(Collected data)

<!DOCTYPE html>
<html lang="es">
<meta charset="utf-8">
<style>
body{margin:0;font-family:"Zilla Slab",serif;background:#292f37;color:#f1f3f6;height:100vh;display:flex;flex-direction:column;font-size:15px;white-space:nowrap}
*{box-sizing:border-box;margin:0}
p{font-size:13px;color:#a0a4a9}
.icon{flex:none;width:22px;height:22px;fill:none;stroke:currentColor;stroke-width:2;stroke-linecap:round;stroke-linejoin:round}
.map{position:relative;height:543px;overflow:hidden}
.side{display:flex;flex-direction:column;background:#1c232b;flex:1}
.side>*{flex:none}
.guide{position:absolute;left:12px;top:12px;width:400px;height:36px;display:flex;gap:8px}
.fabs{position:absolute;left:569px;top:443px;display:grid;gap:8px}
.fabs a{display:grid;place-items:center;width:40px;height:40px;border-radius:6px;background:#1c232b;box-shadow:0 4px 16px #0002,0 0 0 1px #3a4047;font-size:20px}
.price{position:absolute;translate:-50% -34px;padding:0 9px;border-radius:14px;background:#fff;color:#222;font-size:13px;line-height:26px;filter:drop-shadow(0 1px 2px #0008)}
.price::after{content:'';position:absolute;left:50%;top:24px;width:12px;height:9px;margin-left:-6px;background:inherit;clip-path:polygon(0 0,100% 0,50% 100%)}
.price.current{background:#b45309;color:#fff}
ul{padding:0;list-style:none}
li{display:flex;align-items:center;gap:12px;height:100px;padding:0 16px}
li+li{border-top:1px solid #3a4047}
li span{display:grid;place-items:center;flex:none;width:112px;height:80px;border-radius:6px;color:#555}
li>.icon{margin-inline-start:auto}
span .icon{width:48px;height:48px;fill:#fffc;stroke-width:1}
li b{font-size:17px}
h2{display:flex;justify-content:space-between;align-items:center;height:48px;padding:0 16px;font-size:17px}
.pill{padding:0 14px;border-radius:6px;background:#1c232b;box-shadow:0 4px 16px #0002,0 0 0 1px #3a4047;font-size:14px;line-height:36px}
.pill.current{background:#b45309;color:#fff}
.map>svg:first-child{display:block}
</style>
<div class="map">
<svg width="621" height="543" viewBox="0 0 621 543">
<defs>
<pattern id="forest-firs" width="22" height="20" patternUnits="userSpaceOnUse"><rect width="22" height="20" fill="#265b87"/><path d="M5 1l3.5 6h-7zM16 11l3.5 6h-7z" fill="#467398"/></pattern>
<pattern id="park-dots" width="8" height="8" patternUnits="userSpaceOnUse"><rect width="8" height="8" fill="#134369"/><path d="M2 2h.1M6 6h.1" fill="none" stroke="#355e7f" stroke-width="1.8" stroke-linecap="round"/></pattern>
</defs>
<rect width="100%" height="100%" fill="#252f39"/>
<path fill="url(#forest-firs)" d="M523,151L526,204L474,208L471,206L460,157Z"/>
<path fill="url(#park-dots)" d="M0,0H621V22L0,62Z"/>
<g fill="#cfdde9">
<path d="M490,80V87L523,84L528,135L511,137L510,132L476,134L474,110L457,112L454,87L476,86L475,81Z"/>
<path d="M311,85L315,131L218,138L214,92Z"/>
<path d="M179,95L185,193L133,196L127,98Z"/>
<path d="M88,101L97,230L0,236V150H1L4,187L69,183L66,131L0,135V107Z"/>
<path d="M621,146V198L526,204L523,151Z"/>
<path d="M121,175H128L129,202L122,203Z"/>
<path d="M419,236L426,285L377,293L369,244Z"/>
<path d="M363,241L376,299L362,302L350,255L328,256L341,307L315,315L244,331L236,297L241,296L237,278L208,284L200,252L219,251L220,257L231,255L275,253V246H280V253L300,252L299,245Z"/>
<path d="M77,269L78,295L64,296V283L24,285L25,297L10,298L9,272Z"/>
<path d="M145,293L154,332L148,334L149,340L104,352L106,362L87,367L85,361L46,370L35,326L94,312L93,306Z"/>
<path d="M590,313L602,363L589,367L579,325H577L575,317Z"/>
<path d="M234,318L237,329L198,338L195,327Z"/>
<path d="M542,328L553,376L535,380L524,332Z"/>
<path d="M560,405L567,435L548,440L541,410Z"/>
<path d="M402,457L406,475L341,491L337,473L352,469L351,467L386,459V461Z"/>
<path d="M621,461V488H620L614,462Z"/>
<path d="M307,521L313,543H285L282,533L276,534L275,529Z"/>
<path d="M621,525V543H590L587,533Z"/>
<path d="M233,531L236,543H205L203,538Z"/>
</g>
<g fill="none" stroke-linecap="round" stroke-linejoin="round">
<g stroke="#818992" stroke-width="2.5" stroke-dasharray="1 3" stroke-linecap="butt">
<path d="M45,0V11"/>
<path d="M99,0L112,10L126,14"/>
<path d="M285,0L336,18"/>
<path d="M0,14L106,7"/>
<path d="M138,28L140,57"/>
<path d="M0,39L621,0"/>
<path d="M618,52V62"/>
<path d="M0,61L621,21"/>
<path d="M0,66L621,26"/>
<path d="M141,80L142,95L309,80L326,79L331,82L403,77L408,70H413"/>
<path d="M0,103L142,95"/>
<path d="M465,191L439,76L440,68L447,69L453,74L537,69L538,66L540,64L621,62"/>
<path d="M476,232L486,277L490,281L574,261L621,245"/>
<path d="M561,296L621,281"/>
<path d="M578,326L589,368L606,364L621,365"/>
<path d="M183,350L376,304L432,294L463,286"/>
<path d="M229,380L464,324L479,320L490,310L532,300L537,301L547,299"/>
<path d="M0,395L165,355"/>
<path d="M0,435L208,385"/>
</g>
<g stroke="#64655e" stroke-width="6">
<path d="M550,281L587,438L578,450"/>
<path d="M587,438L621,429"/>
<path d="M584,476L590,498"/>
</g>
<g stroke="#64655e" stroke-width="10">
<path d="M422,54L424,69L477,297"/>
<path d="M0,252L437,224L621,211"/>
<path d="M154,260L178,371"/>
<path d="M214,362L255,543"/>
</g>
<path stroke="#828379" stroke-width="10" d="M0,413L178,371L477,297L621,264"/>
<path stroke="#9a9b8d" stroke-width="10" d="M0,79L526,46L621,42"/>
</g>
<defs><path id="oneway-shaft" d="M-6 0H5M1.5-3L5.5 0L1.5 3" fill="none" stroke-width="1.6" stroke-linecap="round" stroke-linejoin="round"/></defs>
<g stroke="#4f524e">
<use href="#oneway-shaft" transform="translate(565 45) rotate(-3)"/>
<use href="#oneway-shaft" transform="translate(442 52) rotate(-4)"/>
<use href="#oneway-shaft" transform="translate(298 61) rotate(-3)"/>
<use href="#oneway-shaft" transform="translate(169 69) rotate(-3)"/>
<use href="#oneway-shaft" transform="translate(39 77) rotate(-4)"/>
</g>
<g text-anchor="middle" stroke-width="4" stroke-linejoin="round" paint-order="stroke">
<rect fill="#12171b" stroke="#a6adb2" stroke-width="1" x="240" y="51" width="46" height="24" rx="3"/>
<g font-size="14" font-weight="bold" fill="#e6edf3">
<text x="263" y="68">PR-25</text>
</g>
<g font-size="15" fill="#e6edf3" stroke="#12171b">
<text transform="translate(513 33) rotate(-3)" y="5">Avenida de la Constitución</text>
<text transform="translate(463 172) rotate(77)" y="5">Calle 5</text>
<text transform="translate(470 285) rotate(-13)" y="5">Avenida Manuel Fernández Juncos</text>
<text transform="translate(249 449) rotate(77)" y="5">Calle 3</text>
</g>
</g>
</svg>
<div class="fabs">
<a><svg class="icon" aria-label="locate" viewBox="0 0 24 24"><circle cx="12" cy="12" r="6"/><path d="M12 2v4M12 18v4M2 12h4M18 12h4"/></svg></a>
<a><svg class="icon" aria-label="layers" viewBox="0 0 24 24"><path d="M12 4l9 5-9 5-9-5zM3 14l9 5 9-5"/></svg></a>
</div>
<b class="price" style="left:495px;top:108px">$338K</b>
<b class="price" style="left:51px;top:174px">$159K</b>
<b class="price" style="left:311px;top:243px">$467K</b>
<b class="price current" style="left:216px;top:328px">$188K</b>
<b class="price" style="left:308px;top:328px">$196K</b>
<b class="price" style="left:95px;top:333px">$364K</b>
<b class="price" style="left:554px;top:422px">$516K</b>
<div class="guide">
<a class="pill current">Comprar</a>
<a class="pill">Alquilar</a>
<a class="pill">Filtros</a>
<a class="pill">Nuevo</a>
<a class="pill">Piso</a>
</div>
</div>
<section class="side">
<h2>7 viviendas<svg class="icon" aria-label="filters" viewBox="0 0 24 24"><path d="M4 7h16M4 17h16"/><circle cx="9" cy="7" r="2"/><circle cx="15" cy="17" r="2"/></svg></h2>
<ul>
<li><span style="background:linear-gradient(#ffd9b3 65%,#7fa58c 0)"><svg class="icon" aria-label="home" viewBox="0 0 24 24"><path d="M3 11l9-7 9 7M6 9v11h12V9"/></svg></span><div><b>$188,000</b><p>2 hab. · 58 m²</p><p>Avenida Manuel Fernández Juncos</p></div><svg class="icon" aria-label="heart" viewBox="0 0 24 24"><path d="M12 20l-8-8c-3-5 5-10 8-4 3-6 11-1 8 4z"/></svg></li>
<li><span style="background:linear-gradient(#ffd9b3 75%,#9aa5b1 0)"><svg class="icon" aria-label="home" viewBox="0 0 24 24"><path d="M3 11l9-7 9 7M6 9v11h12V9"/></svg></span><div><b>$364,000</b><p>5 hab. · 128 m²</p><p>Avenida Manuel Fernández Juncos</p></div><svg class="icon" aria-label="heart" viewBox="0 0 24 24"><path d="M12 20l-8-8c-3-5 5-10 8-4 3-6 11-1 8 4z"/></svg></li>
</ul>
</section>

■ Your assignment: Search the entries for the string "fabs" and return each line where it turns up.

■ Answer section:
.fabs{position:absolute;left:569px;top:443px;display:grid;gap:8px}
.fabs a{display:grid;place-items:center;width:40px;height:40px;border-radius:6px;background:#1c232b;box-shadow:0 4px 16px #0002,0 0 0 1px #3a4047;font-size:20px}
<div class="fabs">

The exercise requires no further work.